Primeiramente eles eram temidos por seu poder, que nem sempre esteve
completamente sob o controle do berserker. Sempre houve perigo em se associar a
eles, pois sua natureza animal, como a do lobo é imprevisível, e diferente de
seu primo canino, o lobo não foi domesticado. Ele é, portanto, perigoso. Essa
atitude de ambiguidade em relação ao berserker e o vratya também se estendeu a
outras áreas - parece que ambas figuras existiam em uma linha de fronteira
entre papéis de casta claramente definidos. Eles são uma síntese entre membros
da casta guerreira e a casta sacerdotal, tanto nos sistemas de casta hindu e
nórdico. Dado que o vratya é uma figura particularmente arcaica, isso sugere
que o legado original tanto do vratya como do berserker podem ter suas raízes
em um tempo anterior ao da separação (e consequente antagonismo) das duas
castas primárias. Eles pareciam operar sob um papel dual de serem guerreiros
que eram também magos - isso é especialmente claro no mito nórdico em que os
berserker são retratados como os camaradas de Odin, e no caso dos vratya também
é claramente afirmado por Heesterman que eles foram figuras primitivas do
sacerdócio védico que veio a ser substituído pela ascensão da casta brâmane.
Também, no símbolo do hamr ou veste exterior, nós vemos um simbolismo dual
assumindo lugar - duas almas habitam um corpo, um lobo, um humano. O vratya e o
berserker são corretamente classificados como jamais sendo um ou o outro, mas
uma síntese perigosa dos dois. Todas as três dessas questões podem ser
exprimidas por um simples conceito - o simbolismo do vratya e do berserker é
sempre liminar.

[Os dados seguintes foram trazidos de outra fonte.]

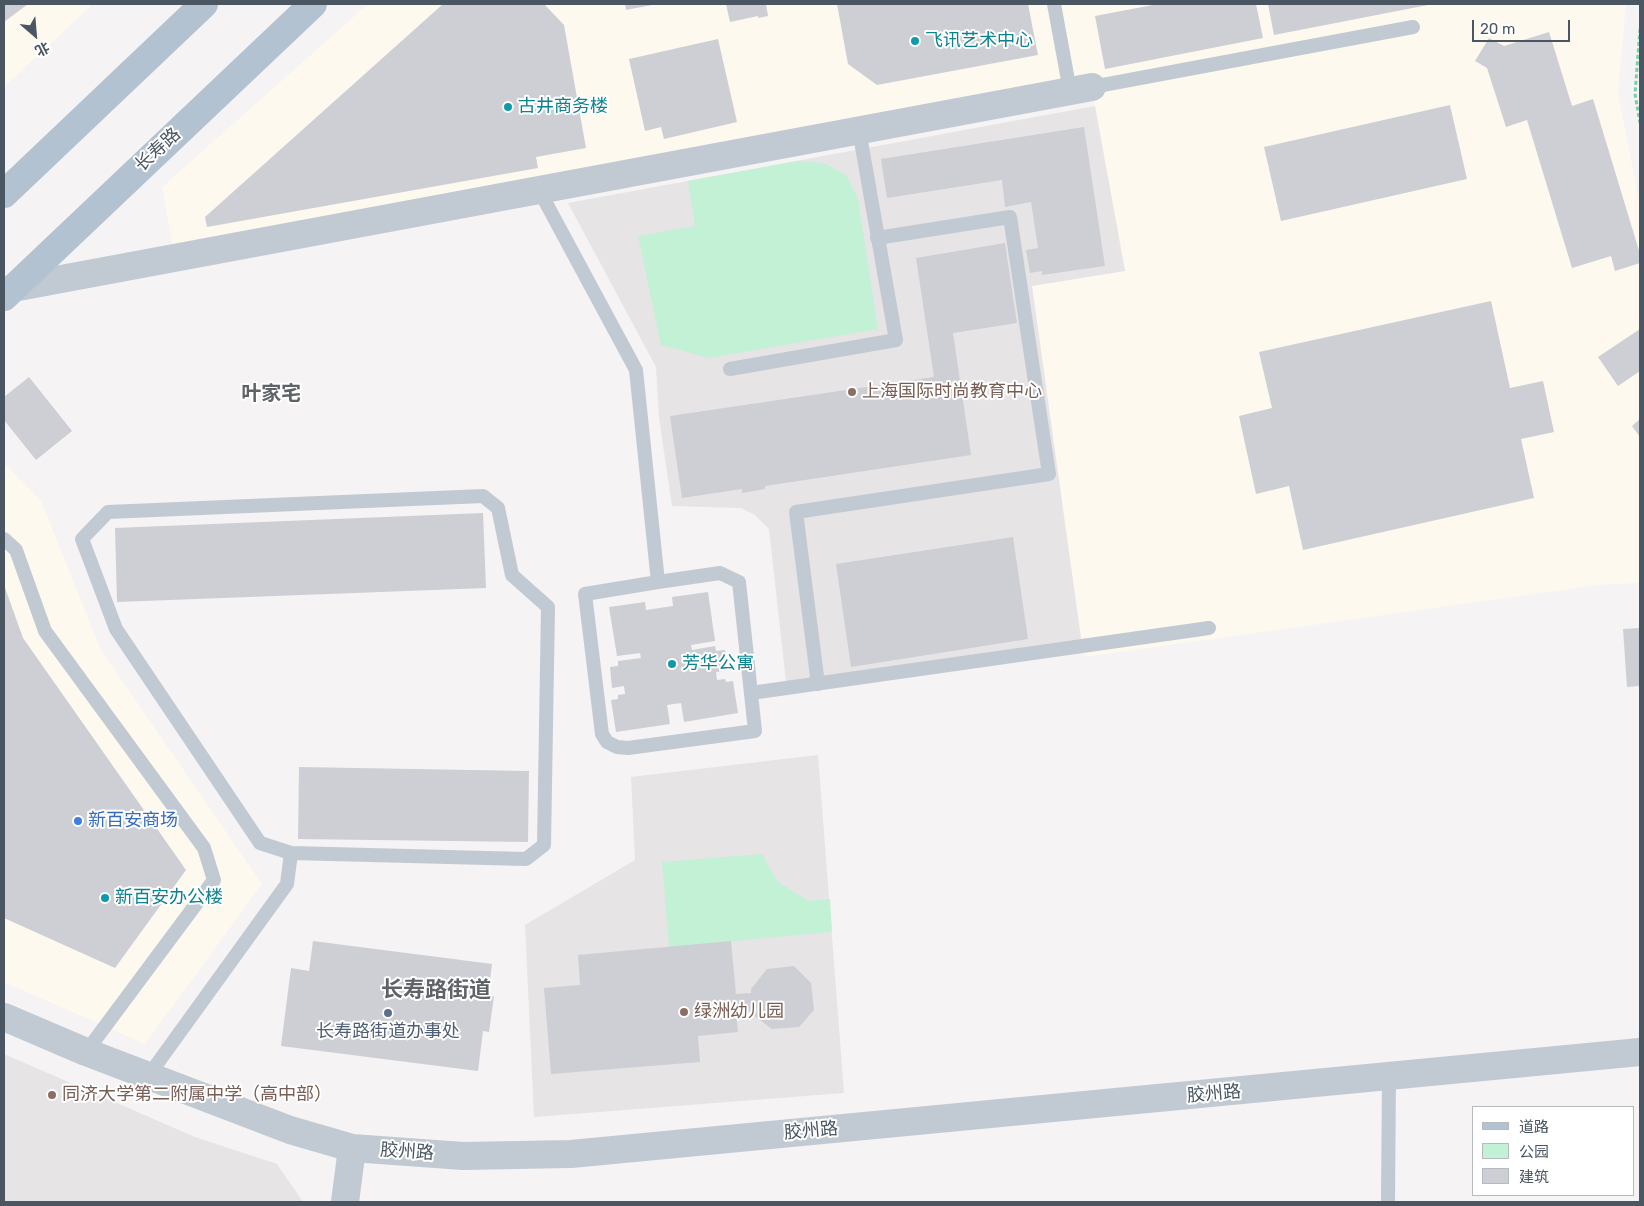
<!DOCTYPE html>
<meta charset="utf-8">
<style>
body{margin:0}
#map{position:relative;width:1644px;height:1206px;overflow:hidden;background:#f5f3f3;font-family:Rubik,"Noto Sans SC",sans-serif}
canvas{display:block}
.frame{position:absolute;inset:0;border:5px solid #4a5661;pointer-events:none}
.legend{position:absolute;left:1472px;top:1106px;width:162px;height:90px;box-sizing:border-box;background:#fff;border:1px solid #b7bbc0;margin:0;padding:6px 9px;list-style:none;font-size:15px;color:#4a5661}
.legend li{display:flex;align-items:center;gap:10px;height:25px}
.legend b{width:25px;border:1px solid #b7bbc0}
.north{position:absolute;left:10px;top:10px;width:50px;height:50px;-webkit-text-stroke:4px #fff;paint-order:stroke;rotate:153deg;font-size:14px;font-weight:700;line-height:20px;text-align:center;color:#4a5661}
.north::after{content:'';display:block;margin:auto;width:18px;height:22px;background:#4a5661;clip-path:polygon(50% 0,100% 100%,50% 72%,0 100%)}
.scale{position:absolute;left:1472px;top:20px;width:98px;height:22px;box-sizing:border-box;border:2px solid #4a5661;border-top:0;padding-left:6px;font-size:15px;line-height:18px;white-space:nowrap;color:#4a5661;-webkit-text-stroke:4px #fff;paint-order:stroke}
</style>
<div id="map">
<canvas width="1644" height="1206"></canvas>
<div class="frame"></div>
<ul class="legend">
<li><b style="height:6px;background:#b3c2d1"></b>道路</li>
<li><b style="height:14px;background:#c3f1d5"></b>公园</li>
<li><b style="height:14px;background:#cdcfd5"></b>建筑</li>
</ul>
<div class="north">北</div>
<div class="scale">20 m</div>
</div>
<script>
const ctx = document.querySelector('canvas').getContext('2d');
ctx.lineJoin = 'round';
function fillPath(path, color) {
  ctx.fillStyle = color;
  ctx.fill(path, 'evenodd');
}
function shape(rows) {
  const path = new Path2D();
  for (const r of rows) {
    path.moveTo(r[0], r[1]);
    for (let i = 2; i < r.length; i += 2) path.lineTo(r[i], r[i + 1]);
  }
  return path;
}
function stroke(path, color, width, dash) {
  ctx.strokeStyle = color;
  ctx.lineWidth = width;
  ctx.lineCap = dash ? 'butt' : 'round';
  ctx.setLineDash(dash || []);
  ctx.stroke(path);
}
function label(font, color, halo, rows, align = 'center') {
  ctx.font = font + ' Rubik,"Noto Sans SC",sans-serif';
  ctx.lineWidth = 4;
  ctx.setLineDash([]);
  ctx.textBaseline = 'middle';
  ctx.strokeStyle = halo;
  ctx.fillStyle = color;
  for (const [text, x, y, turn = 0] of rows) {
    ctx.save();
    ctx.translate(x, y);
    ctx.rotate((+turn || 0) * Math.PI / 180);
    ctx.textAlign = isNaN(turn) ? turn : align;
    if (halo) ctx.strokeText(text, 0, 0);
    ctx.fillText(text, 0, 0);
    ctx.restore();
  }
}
fillPath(shape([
 [4,4,93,4,4,87],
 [368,4,1626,4,1618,94,1640,206,1640,583,1599,585,1084,657,1032,286,1125,270,1089,74,172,244,162,187],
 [4,463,41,501,101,650,262,884,145,1044,4,982]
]), '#fdf9ef');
fillPath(shape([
 [1095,106,1125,271,1032,286,1081,639,786,682,769,529,755,515,741,508,672,506,659,418,656,367,568,203],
 [818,755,844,1093,534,1117,525,925,635,860,631,777],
 [4,1054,195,1137,277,1164,303,1202,4,1202]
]), '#e6e4e5');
fillPath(shape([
 [798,161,824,163,846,175,858,199,878,329,709,358,661,345,638,236,695,226,688,181],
 [762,854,777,881,808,901,830,899,832,932,669,947,662,862]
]), '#c3f1d5');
fillPath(shape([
 [4,4,28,4,4,22],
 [443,4,544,4,564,25,586,148,536,157,538,168,207,227,205,217],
 [625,4,652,4,652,5,626,10],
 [726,4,766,4,768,16,758,18,758,16,730,22],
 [837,4,1028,4,1038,55,877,85,848,64],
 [1158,4,1256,4,1263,38,1105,69,1095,16],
 [1268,4,1428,4,1428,5,1274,35],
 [1549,32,1572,106,1593,99,1640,254,1640,263,1615,271,1611,256,1572,268,1527,120,1506,127,1487,68,1475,61,1489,38,1504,46],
 [718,39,737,122,664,139,661,127,645,131,629,59],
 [1450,105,1467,179,1281,221,1264,147],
 [1084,127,1105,266,1042,275,1042,271,1030,273,1026,250,1038,248,1031,202,1005,207,1002,180,887,198,881,159],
 [1005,243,1017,323,953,333,971,455,765,486,765,489,742,493,742,489,682,498,670,416,934,377,916,258],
 [1491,301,1510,388,1543,381,1554,432,1521,439,1534,498,1303,550,1289,486,1256,494,1239,416,1272,408,1259,352],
 [1640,329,1640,371,1618,386,1598,357],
 [29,377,72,431,36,460,4,420,4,397],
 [1640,419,1640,437,1632,426],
 [483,513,486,588,117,602,115,528],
 [1013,537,1028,639,851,667,836,564],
 [4,585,23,638,186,870,115,968,4,918],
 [708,592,715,641,691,645,692,650,715,646,716,651,725,650,728,670,716,672,717,680,725,679,726,682,733,681,738,713,684,722,681,703,667,705,670,724,616,732,611,700,618,699,618,695,625,694,624,686,612,688,610,667,618,666,618,661,641,658,640,653,617,656,609,607,645,602,646,610,673,606,672,597],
 [1640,628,1640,686,1627,687,1623,629],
 [299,767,529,771,528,842,298,839],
 [313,941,492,964,488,996,494,996,489,1032,483,1031,478,1071,281,1046,291,968,309,971],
 [731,941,736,994,751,993,751,989,767,969,794,966,811,983,814,1010,799,1027,772,1029,753,1015,753,1011,736,1012,738,1032,698,1036,700,1062,551,1074,544,988,580,985,578,955]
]), '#cdcfd5');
stroke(shape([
 [1640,29,1635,94,1640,123]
]), '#7ad0a6', 3, [4, 2.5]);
stroke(shape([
 [1054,4,1070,91],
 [1092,87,1413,27],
 [539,190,636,370,658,582,585,594,602,734,607,742,617,747,628,748,755,731,739,582,720,573,658,582],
 [730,369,896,340,859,130],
 [483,496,498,508,512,575,548,607,544,845,526,859,291,853,260,843,116,629,82,539,108,512,483,496],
 [4,539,16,550,45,631,204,848,214,880,86,1052],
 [818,684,796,512,1049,474,1010,217,877,238],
 [751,693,1209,628],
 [149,1075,287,884,291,853],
 [1388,1202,1389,1077]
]), '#c1cad2', 14);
stroke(shape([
 [13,288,1092,87],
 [4,1017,86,1052,290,1130,352,1148,463,1156,571,1154,1640,1052],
 [345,1202,352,1148]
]), '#c1cad2', 28);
stroke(shape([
 [4,194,204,4],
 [4,297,313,4]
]), '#b3c2d1', 28);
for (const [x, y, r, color] of [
 [915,41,5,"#0f9aa8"],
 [508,107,5,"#0f9aa8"],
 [852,392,5,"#8d6e63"],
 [672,664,5,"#0f9aa8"],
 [78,821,5,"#3f7fe0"],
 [105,898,5,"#0f9aa8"],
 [684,1012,5,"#8d6e63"],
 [388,1013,5,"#5c6f8a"],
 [52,1095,5,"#8d6e63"]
]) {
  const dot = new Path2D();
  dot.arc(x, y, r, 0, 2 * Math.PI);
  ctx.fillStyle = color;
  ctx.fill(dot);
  stroke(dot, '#fff', 2);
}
label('18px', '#0d838f', '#fff', [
 ["飞讯艺术中心",925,41],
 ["古井商务楼",518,107],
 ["芳华公寓",682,664],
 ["新百安办公楼",115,898]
], 'left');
label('18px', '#4a5661', '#fff', [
 ["长寿路",158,150,-43],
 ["胶州路",1214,1094,-5],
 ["胶州路",811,1131,-5],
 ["胶州路",407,1152,4]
]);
label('18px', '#785e54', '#fff', [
 ["上海国际时尚教育中心",862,392],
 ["绿洲幼儿园",694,1012],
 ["同济大学第二附属中学（高中部）",62,1095]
], 'left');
label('18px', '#366cbe', '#fff', [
 ["新百安商场",88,821]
], 'left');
label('18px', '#4e5e75', '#fff', [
 ["长寿路街道办事处",388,1032]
]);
label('bold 20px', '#5f6368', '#fff', [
 ["叶家宅",271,394]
]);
label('bold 22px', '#5f6368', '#fff', [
 ["长寿路街道",436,991]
]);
</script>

A palavra liminar significa um "estado intermediário"
e foi cunhada por Arnold van Gennep para explicar estados que são
"intermediários" ou ambíguos.
"Os
atributos da liminaridade ou da persona liminar ("pessoas de limiar")
são necessariamente ambíguos, já que essa condição e essas pessoas evitam ou
ultrapassam pela rede de classificações que normalmente localizam estados e
posições em um espaço cultural. Entidades liminares não estão nem aqui nem lá;
elas estão em meio a e entre posições designadas e ordenadas por lei, costume,
convenção e cerimonial". [28]
Tais estados,
ademais, não são somente amplamente característicos do caráter de indivíduos; a
liminariedade pode ser vista em termos de tempos e eventos. Qualquer coisa
transitória pode ser um momento liminar - exemplos disso podem ser os períodos
de transição do dia para a noite (amanhecer e/ou anoitecer) ou especificamente
no caso do vratya e do berserker durante os tempos em que é indistinguível em
relação a serem humanos ou lupinos em natureza. Um exemplo tal da transição
entre dia e noite sendo conectadas com a metamorfose do berserker pode ser
visto na Saga de Egil que recorda a vida de um berserker "aposentado"
chamado Úlfr:
"Após
muitas gloriosas campanhas ele se casou, ampliou sua riqueza, se manteve
ocupado com seus campos, seus animais, suas oficinas, e conquistou ampla estima
pelo bom conselho que ele distribuía com tanta liberalidade. "Mas às vezes
quando a noite caía, ele se tornava carrancudo (styggr) e poucos homens podiam
conversar com ele então; ele cochilava à tarde (var hann kveldsvaefr); o rumor
se espalhou de que ele estava hamrammr (isto é, que ele se metamorfoseava e
vagava pela noite); ele recebeu o nome de Kveldulfr, Lobo do Anoitecer".
[29]
Nesse trecho é
amplamente ilustrado que o berserker era perigoso mesmo quando ele não mais
ocupava o papel de ser um berserker; mesmo "aposentado" o berserker
permanece em um papel liminar, separado dos modos normais de civilização. A
própria transformação, sendo do período do dia para a noite pode ter também
ecos com os vratya cujos rituais secretos na floresta eram réplicas do ano
solar, realizados no inverno para restaurar o poder do sol. No trecho acima,
porém, uma diferença clara entre o berserker e o vratya pode ser vista - o
berserker, ainda que "aposentado" não retornou completamente à
sociedade normal, enquanto um antigo membro dos vratya é cerimonialmente
restaurado e purificado antes de reentrar na sociedade bramânica. É a natureza
liminar de seu ser que os torna perigosos; paradoxalmente é também a natureza
liminar de seu ser que lhes dá poder. Outra ilustração de um período liminar
pode ser visto em estados psicológicos - por exemplo, um iniciado antes da
performance de um ritual de iniciação é considerado uma pessoa normal, após o
ritual uma mudança de algum tipo se presume ocorrer na psiquê do iniciado.
Ainda que se
saiba pouco das práticas iniciáticas dos vratya, a Saga Volsunga descreve o que
Eliade crê ser um processo de iniciação para o berserker.
"Os temas
iniciáticos aqui são óbvios: o teste de coragem, resistência a sofrimento
físico, seguido por transformação mágica em lobo. Mas o compilador da Saga
Volsunga não estava mais consciente do significado original da transformação.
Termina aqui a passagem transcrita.